(Records drawn from a dataset)
- - - -

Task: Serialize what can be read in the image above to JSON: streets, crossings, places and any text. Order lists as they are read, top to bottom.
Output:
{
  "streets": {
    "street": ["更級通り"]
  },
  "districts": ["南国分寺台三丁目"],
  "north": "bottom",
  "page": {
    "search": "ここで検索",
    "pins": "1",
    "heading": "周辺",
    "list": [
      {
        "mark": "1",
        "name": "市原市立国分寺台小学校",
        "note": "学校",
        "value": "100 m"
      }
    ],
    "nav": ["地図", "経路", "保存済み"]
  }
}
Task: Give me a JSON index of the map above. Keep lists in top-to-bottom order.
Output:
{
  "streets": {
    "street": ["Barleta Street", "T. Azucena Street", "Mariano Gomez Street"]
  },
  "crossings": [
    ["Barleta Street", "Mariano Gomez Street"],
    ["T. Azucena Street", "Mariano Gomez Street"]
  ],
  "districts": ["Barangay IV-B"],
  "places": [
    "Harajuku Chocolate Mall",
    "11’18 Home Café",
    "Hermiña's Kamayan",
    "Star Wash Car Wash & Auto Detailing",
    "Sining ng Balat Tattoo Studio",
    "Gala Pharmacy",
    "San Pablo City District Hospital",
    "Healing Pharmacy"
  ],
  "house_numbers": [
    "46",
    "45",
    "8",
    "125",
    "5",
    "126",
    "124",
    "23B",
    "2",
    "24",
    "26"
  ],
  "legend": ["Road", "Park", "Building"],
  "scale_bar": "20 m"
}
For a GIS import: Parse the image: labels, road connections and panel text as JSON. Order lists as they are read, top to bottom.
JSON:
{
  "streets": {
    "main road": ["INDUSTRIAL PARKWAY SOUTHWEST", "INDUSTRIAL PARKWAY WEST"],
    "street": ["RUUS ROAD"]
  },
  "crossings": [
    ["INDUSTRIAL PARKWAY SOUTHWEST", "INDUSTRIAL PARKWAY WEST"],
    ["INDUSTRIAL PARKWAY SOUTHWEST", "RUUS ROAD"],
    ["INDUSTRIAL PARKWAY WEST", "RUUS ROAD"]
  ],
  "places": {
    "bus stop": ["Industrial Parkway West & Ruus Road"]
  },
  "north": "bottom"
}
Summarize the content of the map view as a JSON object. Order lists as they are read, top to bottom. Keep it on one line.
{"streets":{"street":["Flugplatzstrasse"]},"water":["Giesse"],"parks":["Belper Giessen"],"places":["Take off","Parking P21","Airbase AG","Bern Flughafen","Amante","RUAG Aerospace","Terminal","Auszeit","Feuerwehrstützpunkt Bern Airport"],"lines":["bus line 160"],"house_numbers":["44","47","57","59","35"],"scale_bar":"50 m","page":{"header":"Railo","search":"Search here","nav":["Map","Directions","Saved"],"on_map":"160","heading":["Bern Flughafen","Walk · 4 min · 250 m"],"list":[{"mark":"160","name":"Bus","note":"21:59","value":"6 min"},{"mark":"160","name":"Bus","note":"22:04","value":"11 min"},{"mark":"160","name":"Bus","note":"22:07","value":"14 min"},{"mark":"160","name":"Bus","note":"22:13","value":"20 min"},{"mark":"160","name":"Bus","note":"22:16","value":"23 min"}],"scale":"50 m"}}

- - - -

**Work required**
Please copy only the lines between the first line of the entries and the line with "For a GIS import: Parse", keeping those two end lines as well, exactly as written.

**Answer to this problem**
Task: Serialize what can be read in the image above to JSON: streets, crossings, places and any text. Order lists as they are read, top to bottom.
Output:
{
  "streets": {
    "street": ["更級通り"]
  },
  "districts": ["南国分寺台三丁目"],
  "north": "bottom",
  "page": {
    "search": "ここで検索",
    "pins": "1",
    "heading": "周辺",
    "list": [
      {
        "mark": "1",
        "name": "市原市立国分寺台小学校",
        "note": "学校",
        "value": "100 m"
      }
    ],
    "nav": ["地図", "経路", "保存済み"]
  }
}
Task: Give me a JSON index of the map above. Keep lists in top-to-bottom order.
Output:
{
  "streets": {
    "street": ["Barleta Street", "T. Azucena Street", "Mariano Gomez Street"]
  },
  "crossings": [
    ["Barleta Street", "Mariano Gomez Street"],
    ["T. Azucena Street", "Mariano Gomez Street"]
  ],
  "districts": ["Barangay IV-B"],
  "places": [
    "Harajuku Chocolate Mall",
    "11’18 Home Café",
    "Hermiña's Kamayan",
    "Star Wash Car Wash & Auto Detailing",
    "Sining ng Balat Tattoo Studio",
    "Gala Pharmacy",
    "San Pablo City District Hospital",
    "Healing Pharmacy"
  ],
  "house_numbers": [
    "46",
    "45",
    "8",
    "125",
    "5",
    "126",
    "124",
    "23B",
    "2",
    "24",
    "26"
  ],
  "legend": ["Road", "Park", "Building"],
  "scale_bar": "20 m"
}
For a GIS import: Parse the image: labels, road connections and panel text as JSON. Order lists as they are read, top to bottom.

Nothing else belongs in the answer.